The first prospective study in women was conducted in 11,471 Dutch post-menopausal female subjects aged 49–70 years (van der et al., 2005). In the study, the multivariate hazard ratio of ischemic strokes in the highest tertile of serum ferritin concentration was 2.23(95% CI, 1.05–4.73) compared to the lowest. An interesting finding common to some of these studies was the interaction of LDL with serum ferritin in increasing the risk of ischemic events. A plausible biological mechanism underlying this interaction may be the ability of iron to produce reactive oxygen species. Iron catalyzes the Fenton reaction which produces potent oxidants that increase the risk of atherosclerosis by promoting the peroxidation of lipids (McCord, 1991; Salonen et al., 1992b; Berliner and Heinecke, 1996).

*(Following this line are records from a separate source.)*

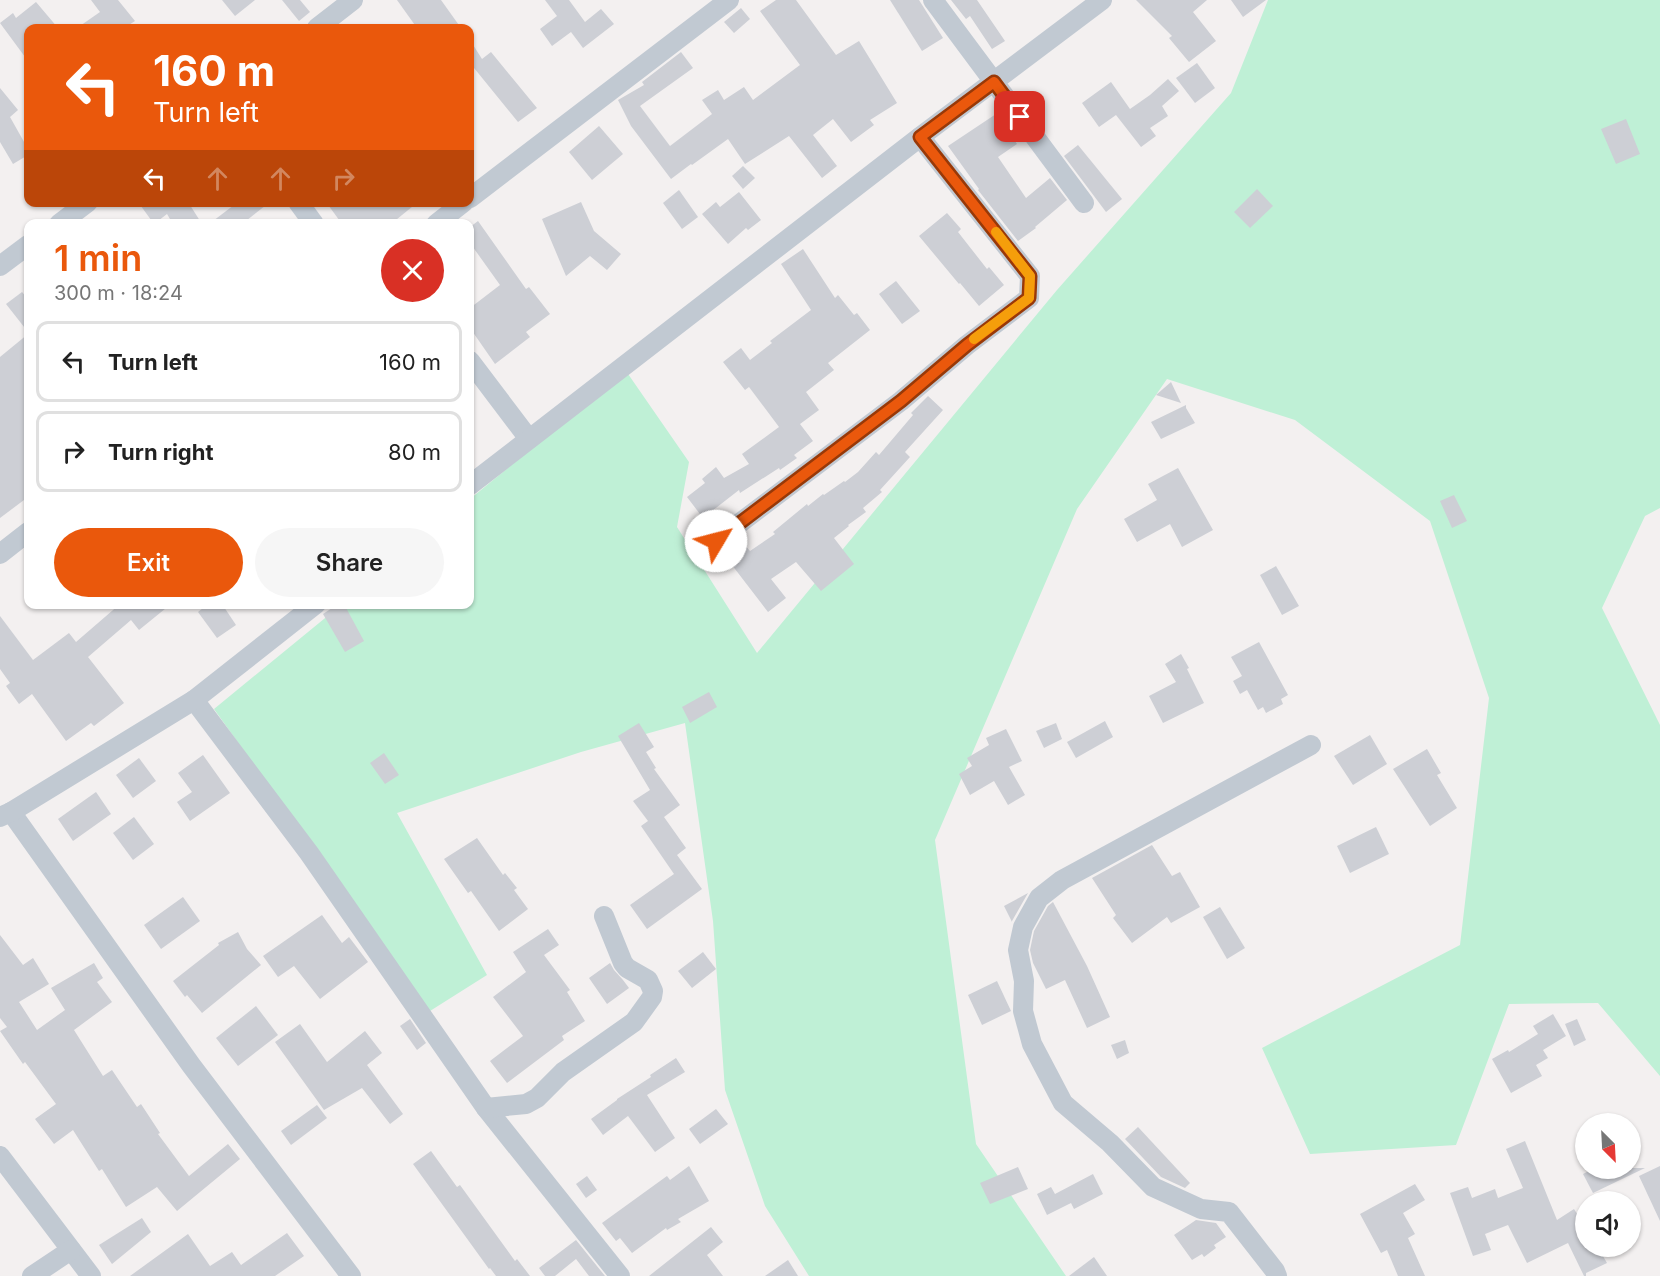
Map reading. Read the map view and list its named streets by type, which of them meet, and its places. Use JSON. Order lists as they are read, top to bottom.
{
  "north": "bottom right",
  "page": {
    "turn": ["160 m", "Turn left"],
    "heading": ["1 min", "300 m · 18:24"],
    "list": [
      {
        "name": "Turn left",
        "value": "160 m"
      },
      {
        "name": "Turn right",
        "value": "80 m"
      }
    ],
    "buttons": ["Exit", "Share"]
  }
}
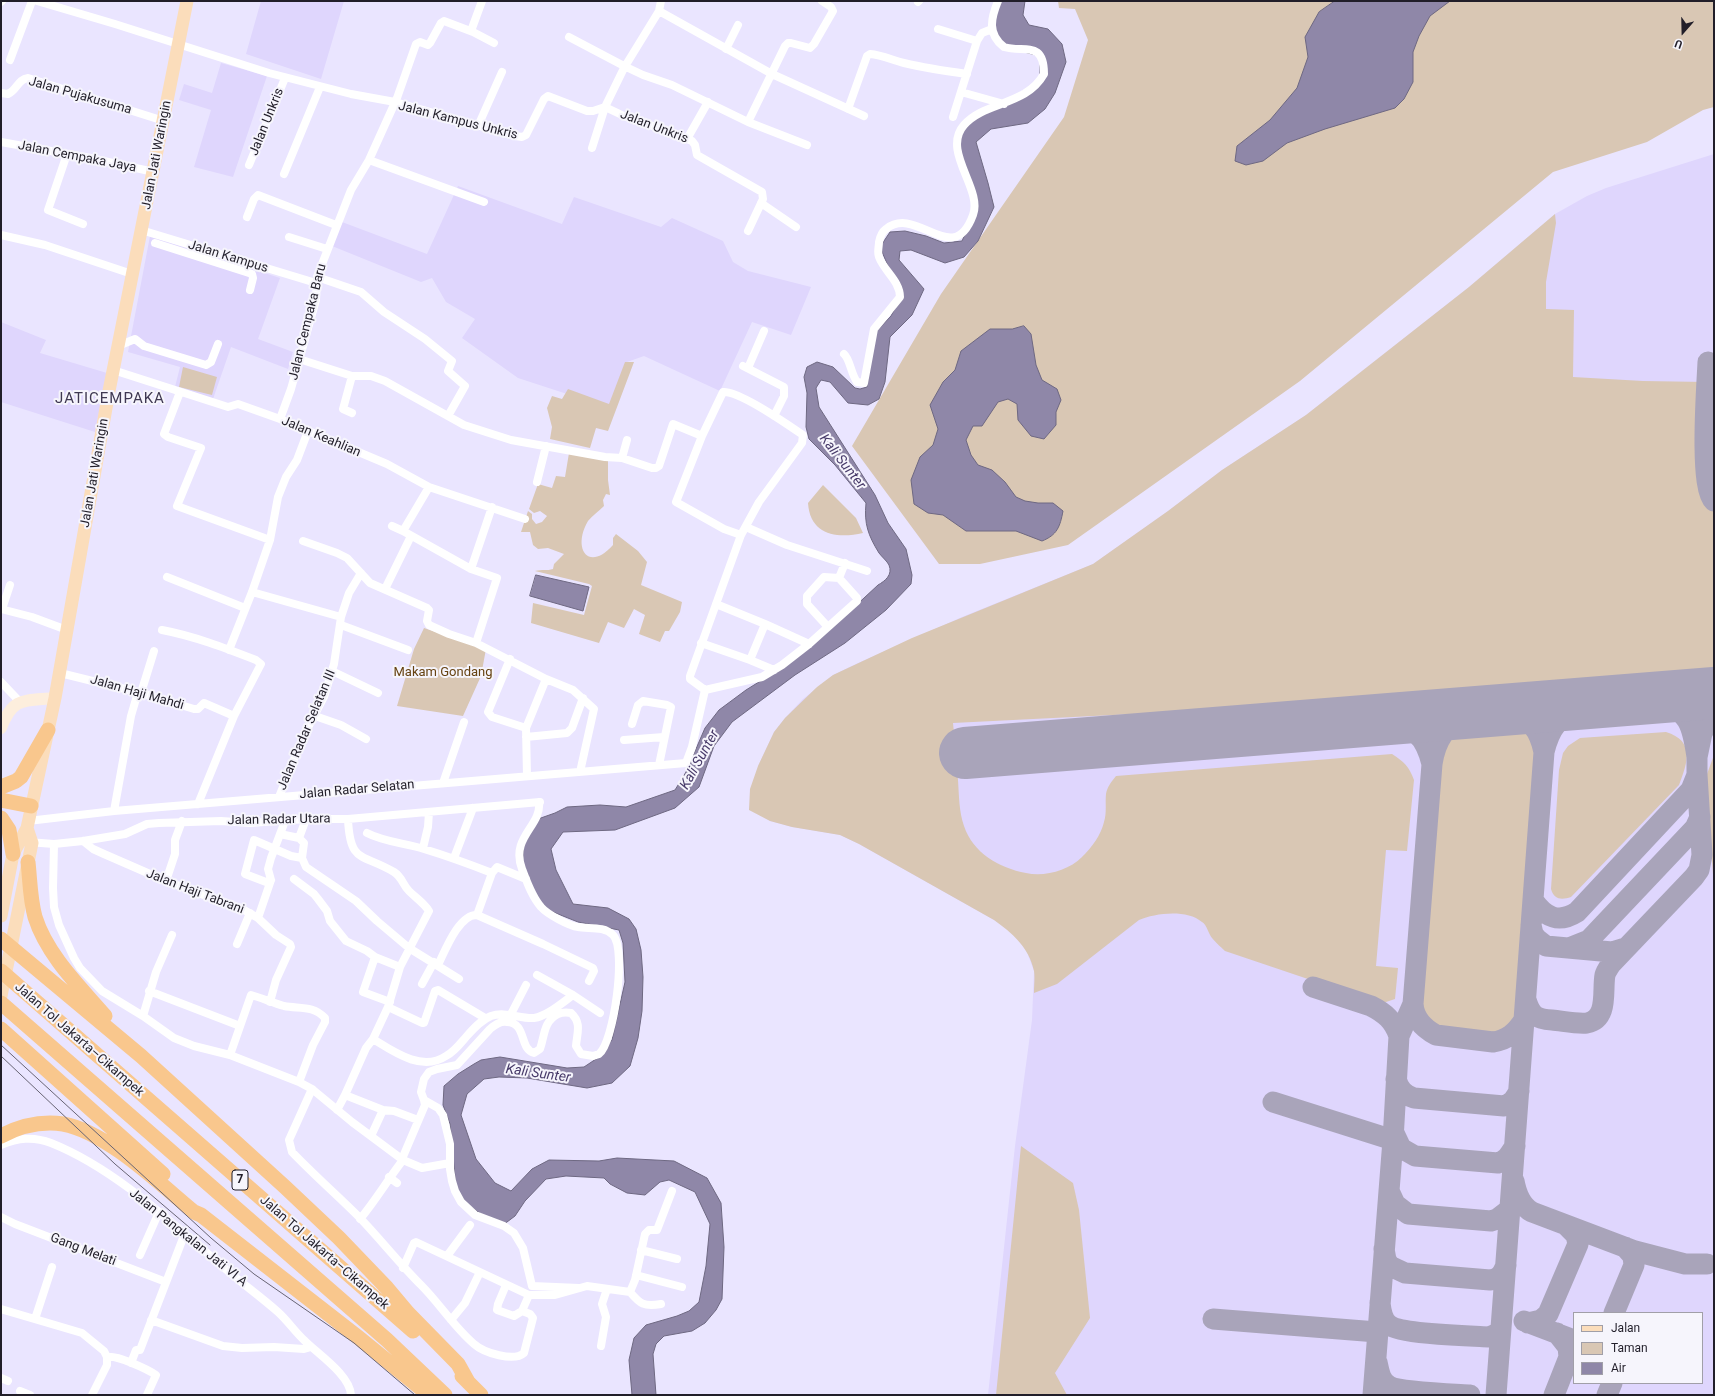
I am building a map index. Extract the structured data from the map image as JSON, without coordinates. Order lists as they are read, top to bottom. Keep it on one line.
{"streets":{"highway":["Jalan Tol Jakarta–Cikampek","7"],"main road":["Jalan Jati Waringin"],"street":["Jalan Pujakusuma","Jalan Kampus Unkris","Jalan Unkris","Jalan Cempaka Jaya","Jalan Kampus","Jalan Cempaka Baru","Jalan Keahlian","Jalan Haji Mahdi","Jalan Radar Selatan III","Jalan Radar Selatan","Jalan Radar Utara","Jalan Haji Tabrani","Jalan Pangkalan Jati VI A","Gang Melati"]},"crossings":[["Jalan Pujakusuma","Jalan Jati Waringin"],["Jalan Kampus Unkris","Jalan Unkris"],["Jalan Kampus Unkris","Jalan Cempaka Baru"],["Jalan Jati Waringin","Jalan Cempaka Jaya"],["Jalan Jati Waringin","Jalan Kampus"],["Jalan Jati Waringin","Jalan Keahlian"],["Jalan Jati Waringin","Jalan Haji Mahdi"],["Jalan Jati Waringin","Jalan Radar Selatan"],["Jalan Jati Waringin","Jalan Radar Utara"],["Jalan Kampus","Jalan Cempaka Baru"],["Jalan Cempaka Baru","Jalan Keahlian"],["Jalan Radar Selatan III","Jalan Radar Selatan"],["Jalan Radar Utara","Jalan Haji Tabrani"]],"districts":["JATICEMPAKA"],"water":["Kali Sunter"],"parks":["Makam Gondang"],"legend":["Jalan","Taman","Air"],"north":"bottom"}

Local release of iron from ferritin by superoxide radical generated by ischemia/reperfusion injury to blood vessels may further exacerbate this damage (Thomas et al., 1985).
Many of the studies discussed above focused on cardiovascular events such as acute myocardial infarction. However, myocardial infarction is a complex endpoint resulting from multiple potential pathogenesis pathways. To circumvent this limitation, other studies used preclinical atherosclerosis as the dependent variable and explored its relationship to serum ferritin. For example, Kiechl et al. (1997) reported that serum ferritin level was closely related to incidence of carotid atherosclerosis and progression of previous atherosclerotic lesions in a cohort of Italian men and women. In a cross sectional study that included German men and women, there was an association of serum ferritin with carotid plaque prevalence in both men (OR: 1.33; 95% CI, 1.08–1.44) and women (OR, 1.29; 95% CI, 0.98–1.75) (Wolff et al., 2004). When the study population was divided into ferritin octiles, both men and women showed a dose-dependent relationship between serum ferritin and atherosclerotic plaques. Subjects with malignancy and liver diseases were excluded to eliminate the confounding effect of inflammation and mild liver disease, but no adjustments were made for any inflammatory markers. Thus, acute or chronic inflammatory conditions could have confounded the findings in this study by affecting serum ferritin levels at the time of measurement.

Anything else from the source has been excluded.